# Is this Asbestos Siding or Cement Siding? Pictures inside!!!!



## twilightcall

Here are some more pictures of the siding.


----------



## oldfrt

I believe that is the old cement siding which contains asbestos.
What are your plans for the siding?
Replace?
Encase?
Repaint?


----------



## twilightcall

I just wanted to repaint it. It doesn't look bad except for the paint. My insurance guy asked me what it was. So it does have asbestos in it? I appreciate the info.


----------



## Cole

twilightcall said:


> I just wanted to repaint it. It doesn't look bad except for the paint. My insurance guy asked me what it was. So it does have asbestos in it? I appreciate the info.


Nobody will know until you get a test done on it.
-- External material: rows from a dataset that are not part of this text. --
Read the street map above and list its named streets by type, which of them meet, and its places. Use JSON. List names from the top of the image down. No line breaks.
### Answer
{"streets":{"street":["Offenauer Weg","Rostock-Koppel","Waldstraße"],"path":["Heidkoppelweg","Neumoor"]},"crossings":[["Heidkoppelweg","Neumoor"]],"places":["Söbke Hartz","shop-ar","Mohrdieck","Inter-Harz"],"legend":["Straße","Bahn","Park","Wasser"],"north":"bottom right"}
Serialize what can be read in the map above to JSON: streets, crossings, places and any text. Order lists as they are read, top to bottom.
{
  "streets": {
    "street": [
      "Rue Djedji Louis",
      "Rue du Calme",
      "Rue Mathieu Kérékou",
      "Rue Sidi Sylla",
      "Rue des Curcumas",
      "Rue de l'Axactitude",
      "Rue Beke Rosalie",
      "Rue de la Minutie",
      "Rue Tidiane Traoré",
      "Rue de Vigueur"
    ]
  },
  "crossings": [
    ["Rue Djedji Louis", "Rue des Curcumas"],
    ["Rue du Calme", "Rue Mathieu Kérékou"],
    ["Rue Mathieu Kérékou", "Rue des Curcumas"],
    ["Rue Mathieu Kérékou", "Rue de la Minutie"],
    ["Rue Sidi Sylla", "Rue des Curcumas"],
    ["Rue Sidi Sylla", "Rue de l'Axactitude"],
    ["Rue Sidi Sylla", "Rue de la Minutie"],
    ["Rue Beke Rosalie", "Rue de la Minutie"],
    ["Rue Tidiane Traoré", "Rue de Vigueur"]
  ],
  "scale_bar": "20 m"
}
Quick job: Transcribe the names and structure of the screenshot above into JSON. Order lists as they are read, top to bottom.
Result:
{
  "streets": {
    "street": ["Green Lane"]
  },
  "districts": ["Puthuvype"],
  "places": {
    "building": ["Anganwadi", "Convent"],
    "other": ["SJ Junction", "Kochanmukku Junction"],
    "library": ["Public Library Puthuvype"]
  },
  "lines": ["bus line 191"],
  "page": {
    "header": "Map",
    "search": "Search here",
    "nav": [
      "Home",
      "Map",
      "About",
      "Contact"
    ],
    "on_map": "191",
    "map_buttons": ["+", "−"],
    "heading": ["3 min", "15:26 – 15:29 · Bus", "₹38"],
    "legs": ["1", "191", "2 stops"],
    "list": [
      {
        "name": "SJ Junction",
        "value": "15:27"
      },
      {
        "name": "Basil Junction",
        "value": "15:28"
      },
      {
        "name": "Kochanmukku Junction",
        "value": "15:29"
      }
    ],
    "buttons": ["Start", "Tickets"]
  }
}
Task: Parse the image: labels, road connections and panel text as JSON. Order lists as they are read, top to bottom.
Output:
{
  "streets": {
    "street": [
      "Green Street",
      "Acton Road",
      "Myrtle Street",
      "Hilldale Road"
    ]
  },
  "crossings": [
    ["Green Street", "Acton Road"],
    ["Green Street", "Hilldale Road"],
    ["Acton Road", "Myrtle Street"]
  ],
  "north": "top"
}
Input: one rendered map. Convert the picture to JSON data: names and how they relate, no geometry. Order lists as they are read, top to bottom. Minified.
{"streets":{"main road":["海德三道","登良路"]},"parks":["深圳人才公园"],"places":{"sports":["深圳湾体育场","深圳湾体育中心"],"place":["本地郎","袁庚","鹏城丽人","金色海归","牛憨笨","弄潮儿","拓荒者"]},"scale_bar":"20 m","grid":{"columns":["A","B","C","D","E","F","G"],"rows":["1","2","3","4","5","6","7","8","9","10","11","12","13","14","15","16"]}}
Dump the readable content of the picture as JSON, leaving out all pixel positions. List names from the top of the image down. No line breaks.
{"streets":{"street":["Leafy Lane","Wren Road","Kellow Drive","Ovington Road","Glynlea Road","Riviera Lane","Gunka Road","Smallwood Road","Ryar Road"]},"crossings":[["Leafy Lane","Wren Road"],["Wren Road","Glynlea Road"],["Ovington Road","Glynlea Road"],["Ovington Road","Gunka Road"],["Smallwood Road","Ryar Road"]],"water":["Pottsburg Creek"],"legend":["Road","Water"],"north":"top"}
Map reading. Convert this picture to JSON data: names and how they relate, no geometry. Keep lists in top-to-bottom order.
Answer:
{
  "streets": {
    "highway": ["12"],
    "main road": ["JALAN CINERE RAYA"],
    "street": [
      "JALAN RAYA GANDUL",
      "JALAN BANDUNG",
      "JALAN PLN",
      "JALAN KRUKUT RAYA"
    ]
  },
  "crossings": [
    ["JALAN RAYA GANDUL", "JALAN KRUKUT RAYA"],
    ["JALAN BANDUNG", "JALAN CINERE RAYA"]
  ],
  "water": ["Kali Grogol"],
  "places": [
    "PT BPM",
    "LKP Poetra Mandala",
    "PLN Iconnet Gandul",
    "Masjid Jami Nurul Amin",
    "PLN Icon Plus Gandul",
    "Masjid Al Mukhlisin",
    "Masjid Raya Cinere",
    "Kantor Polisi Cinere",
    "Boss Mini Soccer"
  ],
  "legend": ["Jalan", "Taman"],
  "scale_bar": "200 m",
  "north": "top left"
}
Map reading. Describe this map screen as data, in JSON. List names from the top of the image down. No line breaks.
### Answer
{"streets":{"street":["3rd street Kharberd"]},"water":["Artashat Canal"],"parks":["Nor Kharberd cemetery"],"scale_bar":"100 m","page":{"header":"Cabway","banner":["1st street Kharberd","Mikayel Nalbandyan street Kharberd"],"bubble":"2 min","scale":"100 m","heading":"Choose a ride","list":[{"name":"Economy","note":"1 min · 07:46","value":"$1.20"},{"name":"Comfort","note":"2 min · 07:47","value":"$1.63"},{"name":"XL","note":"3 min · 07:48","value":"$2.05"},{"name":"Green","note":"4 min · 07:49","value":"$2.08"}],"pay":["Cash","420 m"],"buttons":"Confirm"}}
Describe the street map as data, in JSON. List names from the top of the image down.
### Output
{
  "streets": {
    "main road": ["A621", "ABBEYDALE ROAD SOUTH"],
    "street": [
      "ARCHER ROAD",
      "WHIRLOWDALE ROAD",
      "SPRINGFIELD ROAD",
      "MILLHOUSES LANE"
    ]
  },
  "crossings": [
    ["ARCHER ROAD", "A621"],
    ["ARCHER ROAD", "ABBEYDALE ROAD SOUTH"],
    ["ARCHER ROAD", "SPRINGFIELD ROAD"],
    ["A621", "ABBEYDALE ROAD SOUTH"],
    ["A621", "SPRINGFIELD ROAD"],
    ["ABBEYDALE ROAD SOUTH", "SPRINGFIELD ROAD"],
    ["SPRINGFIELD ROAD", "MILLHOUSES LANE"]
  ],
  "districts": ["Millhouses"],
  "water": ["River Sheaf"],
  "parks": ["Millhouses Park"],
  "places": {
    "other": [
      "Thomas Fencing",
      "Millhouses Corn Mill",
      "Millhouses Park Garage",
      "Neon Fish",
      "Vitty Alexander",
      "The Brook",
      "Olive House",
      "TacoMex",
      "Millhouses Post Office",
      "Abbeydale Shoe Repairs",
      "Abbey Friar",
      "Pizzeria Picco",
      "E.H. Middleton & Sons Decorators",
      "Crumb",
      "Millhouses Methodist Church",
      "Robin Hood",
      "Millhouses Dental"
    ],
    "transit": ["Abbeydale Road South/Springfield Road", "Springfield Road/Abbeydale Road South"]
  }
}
For that you need to call in someone who is licensed.


----------



## handyman78

My whole neighborhood had that type of wall covering 1968-1970 construction- many including myself have moved on to vinyl due to breakage factor. Bottom ones are often hit with a mower! Only a lab can give you a definite answer but from the look these are often considered cement/asbestos shingles. You can bag a piece like those in you pictures and have it checked. They will crush a small section then examine under a microscope. For the majority of these shingles, as long as they don't get broken or smashed to get the fibers airborne, they should be fine. You should be able to paint over them without a problem.


----------



## oldfrt

Insurance wise,I'd think they would be an asset.It's pretty much the same material used for fireproofing behind a wood stove against sheet rock and combustible materials.
It won't burn like vinyl or wood siding so it's got that going for it.Their concern is probably the asbestos fibers,which don't come into play unless your cutting them or they are falling apart.I'd thing painting them would appease the insurance gods,but the mere mention of the word asbestos sends up the red flags to them.
Like Cole and handyman said,get it tested,and ask the Ins.Co. where their concern lies.


----------



## skymaster

cement/asbestos siding; to be totally honest waaaaaaaaaayy better to let sleeping dogs lie:{ Put a good coat of paint on it and be done. 
The mere mention of asbestos today and you run a huge risk of opening a can of super whupass on yourself. DO NOT scrape it, break it, disturb it.
If you are going to pressure wash b4 paint do it on low pressure. Even that could get ya in trouble if you had people lookin over your shoulder.


----------



## twilightcall

Ok. Great. I just want to paint it. How should I prep the siding? Hose it off with a garden hose and the blue house wash that home depot sells? It kind of has a chaulkiness to it right now from age. Thanks.


----------



## STEPHENWANGEL

*Painting over chaulky siding.*

If the siding's only problem is the chaulk, don't bother washing, and hunt down a paint additive called Emulsa-bond, by a company called Flood. It turns your first coat into a bonding primer. It sticks GREAT over chaulky surfaces!


----------



## nacko

yep (what the others say). besides, encasing in quality paint is a perfectly legal and standard method to treat the asbestos in this type of situation, since, as others said, it prevents the mateial from becoming airborne. Pulling it down is actually a problem because then you may have to have an abatement contractor ($$) or at least might have problem disposing of it.


----------



## LawnGuyLandSparky

oldfrt said:


> Insurance wise,I'd think they would be an asset.It's pretty much the same material used for fireproofing behind a wood stove against sheet rock and combustible materials.
> It won't burn like vinyl or wood siding so it's got that going for it.Their concern is probably the asbestos fibers,which don't come into play unless your cutting them or they are falling apart.I'd thing painting them would appease the insurance gods,but the mere mention of the word asbestos sends up the red flags to them.
> Like Cole and handyman said,get it tested,and ask the Ins.Co. where their concern lies.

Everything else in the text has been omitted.